There are many other factors that inhibit the cyber preparedness of manufacturers. Cyber-security does not appear on the risk register of 34 percent of manufacturers, and while a bulk of them are struggling with the lack of available cyber-security manpower, 34 percent of them are also not educating their staff in good cyber-security practices. In 45 percent of organisations, cyber-security is not even discussed at the board level which also contributes towards the lack of preparedness for GDPR.
"More and more companies are at risk of attack and manufacturers urgently need to take steps to protect themselves against this burgeoning threat," said Stephen Phipson, chief executive of EEF.
"Failing to get this right could cost the UK economy billions of pounds, put thousands of jobs at risk and delay the supply of essential equipment to key public services and major national infrastructure projects," he added.
Commenting on EEF's findings, Sylvain Gil, VP of products at Exabeam, told SC Magazine UK that many industrial systems are now old and were designed before cyber-threats emerged and as a result, they lack the visibility and policy enforcement layers that enterprise IT networks have.
He added that there is also no practical way of upgrading such systems due to the criticality of their availability and are thus highly vulnerable to cyber threats that could cause shutdown or explosion.
Tim Bandos, director of cyber-security at Digital Guardian, told SC Magazine UK that based on the sheer amount of classified information they hold such as trade secrets and intellectual property, manufacturing companies are one of the most popular targets for cyber-criminals.
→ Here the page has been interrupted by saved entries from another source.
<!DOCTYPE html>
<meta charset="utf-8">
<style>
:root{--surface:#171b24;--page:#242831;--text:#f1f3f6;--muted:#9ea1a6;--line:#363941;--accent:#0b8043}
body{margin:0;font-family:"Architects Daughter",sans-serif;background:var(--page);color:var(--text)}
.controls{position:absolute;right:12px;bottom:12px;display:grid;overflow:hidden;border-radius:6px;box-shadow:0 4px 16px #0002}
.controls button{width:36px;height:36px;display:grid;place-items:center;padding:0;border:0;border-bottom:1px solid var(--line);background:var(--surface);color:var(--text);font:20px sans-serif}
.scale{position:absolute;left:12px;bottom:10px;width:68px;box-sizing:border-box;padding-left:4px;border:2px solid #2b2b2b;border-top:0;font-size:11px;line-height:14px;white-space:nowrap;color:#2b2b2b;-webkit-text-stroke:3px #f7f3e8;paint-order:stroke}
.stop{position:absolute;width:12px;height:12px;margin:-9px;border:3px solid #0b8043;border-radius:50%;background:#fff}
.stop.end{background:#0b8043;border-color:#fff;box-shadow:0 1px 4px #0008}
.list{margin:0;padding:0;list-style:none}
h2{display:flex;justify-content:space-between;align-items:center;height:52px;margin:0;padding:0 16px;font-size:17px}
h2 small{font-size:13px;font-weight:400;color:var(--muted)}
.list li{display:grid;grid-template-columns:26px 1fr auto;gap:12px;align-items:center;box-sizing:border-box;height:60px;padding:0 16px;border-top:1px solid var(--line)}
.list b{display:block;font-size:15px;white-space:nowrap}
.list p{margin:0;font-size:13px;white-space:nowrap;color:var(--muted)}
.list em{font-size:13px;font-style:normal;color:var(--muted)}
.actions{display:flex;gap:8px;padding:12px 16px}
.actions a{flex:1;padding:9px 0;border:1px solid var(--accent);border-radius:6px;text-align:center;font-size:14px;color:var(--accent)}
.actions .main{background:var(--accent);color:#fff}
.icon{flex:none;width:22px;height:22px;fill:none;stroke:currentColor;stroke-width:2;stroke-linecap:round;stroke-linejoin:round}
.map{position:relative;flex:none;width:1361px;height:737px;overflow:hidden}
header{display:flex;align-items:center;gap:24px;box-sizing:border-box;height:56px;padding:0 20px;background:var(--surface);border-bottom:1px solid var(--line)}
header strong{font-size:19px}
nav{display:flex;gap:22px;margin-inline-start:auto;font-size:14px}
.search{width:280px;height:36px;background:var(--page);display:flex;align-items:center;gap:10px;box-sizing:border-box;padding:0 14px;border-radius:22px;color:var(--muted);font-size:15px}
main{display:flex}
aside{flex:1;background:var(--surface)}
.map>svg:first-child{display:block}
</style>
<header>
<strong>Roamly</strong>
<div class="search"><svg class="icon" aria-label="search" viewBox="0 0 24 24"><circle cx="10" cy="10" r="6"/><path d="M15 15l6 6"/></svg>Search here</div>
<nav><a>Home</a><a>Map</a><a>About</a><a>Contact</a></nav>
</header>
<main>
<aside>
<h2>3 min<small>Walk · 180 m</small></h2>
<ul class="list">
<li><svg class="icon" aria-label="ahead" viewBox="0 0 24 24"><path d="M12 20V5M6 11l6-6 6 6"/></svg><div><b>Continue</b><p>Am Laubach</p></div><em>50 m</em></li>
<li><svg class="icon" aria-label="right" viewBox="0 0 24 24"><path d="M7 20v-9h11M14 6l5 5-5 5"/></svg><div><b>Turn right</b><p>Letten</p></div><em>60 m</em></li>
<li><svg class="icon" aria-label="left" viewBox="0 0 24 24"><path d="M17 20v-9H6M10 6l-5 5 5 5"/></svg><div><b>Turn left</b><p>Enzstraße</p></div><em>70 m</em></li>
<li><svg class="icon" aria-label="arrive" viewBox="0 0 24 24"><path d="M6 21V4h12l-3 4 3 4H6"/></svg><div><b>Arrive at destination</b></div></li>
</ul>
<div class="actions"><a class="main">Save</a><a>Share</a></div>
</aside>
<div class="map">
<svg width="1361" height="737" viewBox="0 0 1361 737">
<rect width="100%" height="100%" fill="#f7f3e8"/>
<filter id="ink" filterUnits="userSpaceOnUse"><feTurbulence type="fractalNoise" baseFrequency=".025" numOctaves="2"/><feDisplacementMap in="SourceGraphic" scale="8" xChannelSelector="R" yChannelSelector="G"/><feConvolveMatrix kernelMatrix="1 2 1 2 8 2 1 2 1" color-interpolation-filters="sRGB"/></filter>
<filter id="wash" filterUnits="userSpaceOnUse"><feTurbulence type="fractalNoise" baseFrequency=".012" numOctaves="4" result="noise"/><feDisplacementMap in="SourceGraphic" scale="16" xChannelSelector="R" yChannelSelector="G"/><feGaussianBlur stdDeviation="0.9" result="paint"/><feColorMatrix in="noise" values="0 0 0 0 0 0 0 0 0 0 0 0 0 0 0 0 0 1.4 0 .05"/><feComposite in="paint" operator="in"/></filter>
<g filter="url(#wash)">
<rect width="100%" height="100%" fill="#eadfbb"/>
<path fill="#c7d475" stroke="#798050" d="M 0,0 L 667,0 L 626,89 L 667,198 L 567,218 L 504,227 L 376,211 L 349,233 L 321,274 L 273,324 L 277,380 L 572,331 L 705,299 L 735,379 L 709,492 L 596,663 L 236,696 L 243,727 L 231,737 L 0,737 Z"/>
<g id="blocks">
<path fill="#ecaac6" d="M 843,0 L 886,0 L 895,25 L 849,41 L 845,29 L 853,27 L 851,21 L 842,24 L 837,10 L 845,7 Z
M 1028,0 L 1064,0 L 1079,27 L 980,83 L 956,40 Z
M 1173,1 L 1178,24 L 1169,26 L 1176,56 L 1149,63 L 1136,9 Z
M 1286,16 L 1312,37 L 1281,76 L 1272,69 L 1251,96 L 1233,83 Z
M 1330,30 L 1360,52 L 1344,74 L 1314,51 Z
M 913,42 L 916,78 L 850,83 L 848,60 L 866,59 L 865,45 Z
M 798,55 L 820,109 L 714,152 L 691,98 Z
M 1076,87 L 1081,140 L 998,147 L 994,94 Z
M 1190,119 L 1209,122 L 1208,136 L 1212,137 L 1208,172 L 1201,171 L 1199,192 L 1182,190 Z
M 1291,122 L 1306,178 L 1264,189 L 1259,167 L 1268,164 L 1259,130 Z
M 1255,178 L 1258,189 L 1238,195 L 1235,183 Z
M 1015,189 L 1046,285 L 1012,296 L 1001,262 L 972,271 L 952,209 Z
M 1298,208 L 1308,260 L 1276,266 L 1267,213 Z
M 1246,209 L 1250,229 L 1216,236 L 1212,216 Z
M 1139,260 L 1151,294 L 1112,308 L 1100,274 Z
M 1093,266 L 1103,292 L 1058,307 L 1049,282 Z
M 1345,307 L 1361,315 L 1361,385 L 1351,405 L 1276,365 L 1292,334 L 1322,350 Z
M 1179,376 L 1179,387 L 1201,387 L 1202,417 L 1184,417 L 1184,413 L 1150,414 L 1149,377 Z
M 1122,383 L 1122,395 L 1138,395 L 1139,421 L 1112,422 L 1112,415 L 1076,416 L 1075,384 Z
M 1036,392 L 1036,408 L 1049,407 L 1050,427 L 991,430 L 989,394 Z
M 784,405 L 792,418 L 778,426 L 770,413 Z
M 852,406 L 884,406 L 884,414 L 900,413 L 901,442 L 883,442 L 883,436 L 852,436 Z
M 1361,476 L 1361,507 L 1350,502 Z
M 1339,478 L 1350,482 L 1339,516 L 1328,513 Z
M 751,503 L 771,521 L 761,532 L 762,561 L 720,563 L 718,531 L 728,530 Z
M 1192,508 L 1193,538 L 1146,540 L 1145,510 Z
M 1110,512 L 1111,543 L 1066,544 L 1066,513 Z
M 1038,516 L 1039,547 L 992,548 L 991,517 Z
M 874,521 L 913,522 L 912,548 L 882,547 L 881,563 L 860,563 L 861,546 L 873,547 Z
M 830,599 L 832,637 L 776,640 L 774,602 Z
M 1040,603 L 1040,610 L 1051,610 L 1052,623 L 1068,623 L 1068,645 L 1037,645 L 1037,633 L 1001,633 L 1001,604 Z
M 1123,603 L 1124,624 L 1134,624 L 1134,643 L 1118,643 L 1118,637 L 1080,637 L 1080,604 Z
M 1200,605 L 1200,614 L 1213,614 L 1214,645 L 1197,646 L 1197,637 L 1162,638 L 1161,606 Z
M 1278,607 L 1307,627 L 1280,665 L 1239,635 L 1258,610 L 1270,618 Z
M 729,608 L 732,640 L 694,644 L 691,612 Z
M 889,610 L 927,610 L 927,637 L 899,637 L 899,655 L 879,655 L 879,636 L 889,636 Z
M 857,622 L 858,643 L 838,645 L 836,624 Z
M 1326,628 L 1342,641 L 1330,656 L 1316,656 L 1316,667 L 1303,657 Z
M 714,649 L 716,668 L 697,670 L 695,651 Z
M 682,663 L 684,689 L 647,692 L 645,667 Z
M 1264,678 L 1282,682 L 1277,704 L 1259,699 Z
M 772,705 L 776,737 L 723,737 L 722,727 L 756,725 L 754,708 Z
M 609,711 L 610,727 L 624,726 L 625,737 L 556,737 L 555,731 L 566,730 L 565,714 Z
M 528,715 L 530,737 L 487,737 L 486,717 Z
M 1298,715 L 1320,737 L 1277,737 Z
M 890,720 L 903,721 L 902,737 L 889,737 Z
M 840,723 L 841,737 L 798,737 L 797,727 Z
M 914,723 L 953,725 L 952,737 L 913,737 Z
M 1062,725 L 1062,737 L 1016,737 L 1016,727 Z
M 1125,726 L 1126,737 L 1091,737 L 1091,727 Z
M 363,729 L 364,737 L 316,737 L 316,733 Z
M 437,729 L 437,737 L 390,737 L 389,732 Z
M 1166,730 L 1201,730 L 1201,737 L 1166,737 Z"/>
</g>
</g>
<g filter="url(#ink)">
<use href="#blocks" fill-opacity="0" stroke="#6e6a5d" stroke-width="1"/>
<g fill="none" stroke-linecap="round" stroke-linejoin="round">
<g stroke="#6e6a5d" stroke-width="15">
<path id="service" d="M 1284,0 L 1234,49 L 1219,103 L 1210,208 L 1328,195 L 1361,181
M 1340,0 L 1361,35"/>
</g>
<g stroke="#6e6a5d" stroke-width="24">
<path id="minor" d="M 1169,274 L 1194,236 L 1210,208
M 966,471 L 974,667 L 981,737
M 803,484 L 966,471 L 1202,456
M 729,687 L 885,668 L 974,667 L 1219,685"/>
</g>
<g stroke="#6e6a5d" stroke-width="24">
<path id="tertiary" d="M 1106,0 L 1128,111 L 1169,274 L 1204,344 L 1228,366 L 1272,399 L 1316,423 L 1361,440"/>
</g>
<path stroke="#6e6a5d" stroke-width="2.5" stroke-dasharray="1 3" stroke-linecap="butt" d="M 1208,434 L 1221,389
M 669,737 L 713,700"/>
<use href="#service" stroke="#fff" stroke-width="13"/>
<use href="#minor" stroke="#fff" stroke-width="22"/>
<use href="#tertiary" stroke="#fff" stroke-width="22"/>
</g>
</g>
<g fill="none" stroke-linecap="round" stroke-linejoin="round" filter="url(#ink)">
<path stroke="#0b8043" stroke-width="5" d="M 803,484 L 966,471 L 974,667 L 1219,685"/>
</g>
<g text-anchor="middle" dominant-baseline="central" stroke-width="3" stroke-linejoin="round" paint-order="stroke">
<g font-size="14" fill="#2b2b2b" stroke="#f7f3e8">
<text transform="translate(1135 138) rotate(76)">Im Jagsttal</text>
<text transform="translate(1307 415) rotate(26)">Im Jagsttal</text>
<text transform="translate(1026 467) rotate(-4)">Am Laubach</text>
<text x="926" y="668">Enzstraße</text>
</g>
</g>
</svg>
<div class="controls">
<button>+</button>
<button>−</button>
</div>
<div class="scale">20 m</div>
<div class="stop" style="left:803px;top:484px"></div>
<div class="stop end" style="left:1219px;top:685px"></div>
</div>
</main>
"It's recommended that organisations take a KPI (Key Performance Indicator) perspective to cyber-security, by setting goals and metrics to improve security stature. A key benefit of this is the ability to develop a heat map of sorts, to outline where they should be focusing their efforts and/or where they should continue to invest in protecting their most sensitive assets," he said.
Yet another suggestion from manufacturers came from Rob Norris, VP head of enterprise & cyber security EMEIA at Fujitsu who said that since many organisations struggle to put in place the right measures to safeguard employees, customers and the broader business, manufacturers should "adopt a two-pronged approach by complementing employee training and awareness with continued investment in technical and security controls. In doing so, they can be on the front foot for proactively identifying and managing threats instead of waiting for breaches to happen."
"After all, cyber-crime is not a probability, it is an inevitability and it will be the way in which manufacturers prepare for it however, that can make all the difference," he added.